まだまだ暑い秋。週末。百合は準備をする。航を部屋に招く準備を。料理と心を。

「後は航さんが来るだけ…。」

 インターホンが鳴る。

「はい!」

 百合はドアを開く。航がいた。

「来たぞ。」
「はい、待ってました。」

 笑顔になるふたり。

 航の見た百合は、腰にエプロンを巻き、髪をまとめていた。その姿は新鮮で、航は百合の気持ちを感じた。そして美味しそうな匂いが漂う。

「どうぞ、入ってください。」

 部屋に入る航。

「邪魔するぞ。」

 航は部屋全体を見回した。明るく広い部屋だった。

「あんた、いいとこ住んでんだな。」
「駅から遠いから、家賃が安いんです。」

 人を避けてきた、百合らしいことだと航は思った。

「航さんは奥のリビングで座っていてください。こっちです。」

 航は百合の言われるまま、奥のリビングに行く。広い部屋だった。そこにあるのは、ベッド、テーブル、テレビ、テレビ台、引き出しのある背の低い棚、その上のパソコン。どれも飾り気のないシンプルすぎるほどの。それだけだった。

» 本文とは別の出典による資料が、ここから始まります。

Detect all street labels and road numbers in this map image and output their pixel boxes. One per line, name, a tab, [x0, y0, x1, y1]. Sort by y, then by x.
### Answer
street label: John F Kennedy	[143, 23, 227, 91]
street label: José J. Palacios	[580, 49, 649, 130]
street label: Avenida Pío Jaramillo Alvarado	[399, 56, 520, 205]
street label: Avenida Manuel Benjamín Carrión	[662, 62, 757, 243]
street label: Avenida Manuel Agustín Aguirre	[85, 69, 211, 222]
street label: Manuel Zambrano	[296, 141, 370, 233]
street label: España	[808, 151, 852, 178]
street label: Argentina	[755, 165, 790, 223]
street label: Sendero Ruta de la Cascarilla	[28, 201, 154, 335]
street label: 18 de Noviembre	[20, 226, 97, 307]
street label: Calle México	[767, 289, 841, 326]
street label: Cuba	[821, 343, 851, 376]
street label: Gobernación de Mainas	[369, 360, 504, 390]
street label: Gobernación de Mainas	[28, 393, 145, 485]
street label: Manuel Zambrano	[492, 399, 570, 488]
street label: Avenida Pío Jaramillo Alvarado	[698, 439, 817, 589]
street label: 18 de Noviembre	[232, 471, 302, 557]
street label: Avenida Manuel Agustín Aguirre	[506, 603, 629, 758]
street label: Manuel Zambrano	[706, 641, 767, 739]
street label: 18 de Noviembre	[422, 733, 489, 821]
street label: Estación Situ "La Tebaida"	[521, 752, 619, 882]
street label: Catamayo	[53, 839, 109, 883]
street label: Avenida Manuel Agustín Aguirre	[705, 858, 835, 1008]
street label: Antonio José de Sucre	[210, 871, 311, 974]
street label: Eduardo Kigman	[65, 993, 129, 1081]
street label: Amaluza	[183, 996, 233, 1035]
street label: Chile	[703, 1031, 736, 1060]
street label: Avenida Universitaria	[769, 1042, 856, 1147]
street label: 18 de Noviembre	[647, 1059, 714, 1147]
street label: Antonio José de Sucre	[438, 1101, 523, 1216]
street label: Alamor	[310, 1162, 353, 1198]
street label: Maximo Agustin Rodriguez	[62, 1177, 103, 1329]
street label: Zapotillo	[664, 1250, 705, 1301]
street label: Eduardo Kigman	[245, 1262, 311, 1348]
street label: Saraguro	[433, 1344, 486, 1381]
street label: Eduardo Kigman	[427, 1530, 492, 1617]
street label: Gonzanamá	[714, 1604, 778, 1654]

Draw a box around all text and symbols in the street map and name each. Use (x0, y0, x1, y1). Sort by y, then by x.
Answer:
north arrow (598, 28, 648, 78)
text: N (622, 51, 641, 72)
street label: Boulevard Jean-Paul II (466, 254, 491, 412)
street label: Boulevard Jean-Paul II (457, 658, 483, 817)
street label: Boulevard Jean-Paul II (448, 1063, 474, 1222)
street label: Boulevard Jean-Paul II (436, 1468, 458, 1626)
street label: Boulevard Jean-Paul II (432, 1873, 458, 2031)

「部屋が広いからか…?なんか寂しくねぇか?この部屋。それにあんたのことだから、もっと女の子らしい部屋かと…。」

 百合は答える。

「そういうの…必要ありませんでしたから…。」

 航はカーテンを少し開く。とても静かな場所だった。

「寂しい部屋で静かな場所で、退屈にならねぇか??」

 百合は答える。今度はうつむいて。

「…退屈とか、そういうの…。私にはわかりません…。」

 そう言い残し、百合は足早にキッチンへ向かった。航は百合の後ろ姿を追う。百合の『何か』の影が見えた気がした。

 航はテーブルを見る。テーブルの上。青い箸置きと木製の箸、薄い紫色の江戸切子のグラス。隣には、赤い箸置きと木製の箸、薄いピンク色のグラス。

 航は青い箸置きの前に座った。そして航は目につく。『佐藤 航 様』自分の名前の入ったネームプレートを見つける。やけに立派なものだった。そこへ百合が来る。サラダを持ってきた。

「おい、これ何だ?…どっかで見たような…。」
「航さんの席です。」
「だからこれ…。」

 百合は一度、航と目を合わせ、すぐにそらせる。そして恥ずかしそうに言った。

「友江先輩の結婚式。披露宴が終わった後、航さん、気づいたらもういなくて…。そのネームプレート、私持って帰ってきちゃったんです…。それだけで緊張しました…。今思うと、すごく失礼な話ですね。」

 百合は笑う。恥ずかしそうな、情けないような、そんな笑顔だった。

「じゃあここは、オレの特等席だな。」

 航は自慢気な笑顔で言った。百合は嬉しかった。

「はい…。」

 百合は笑顔を隠すようにキッチンへ戻った。航はネームプレートに少し触れる。物思いに耽っていた。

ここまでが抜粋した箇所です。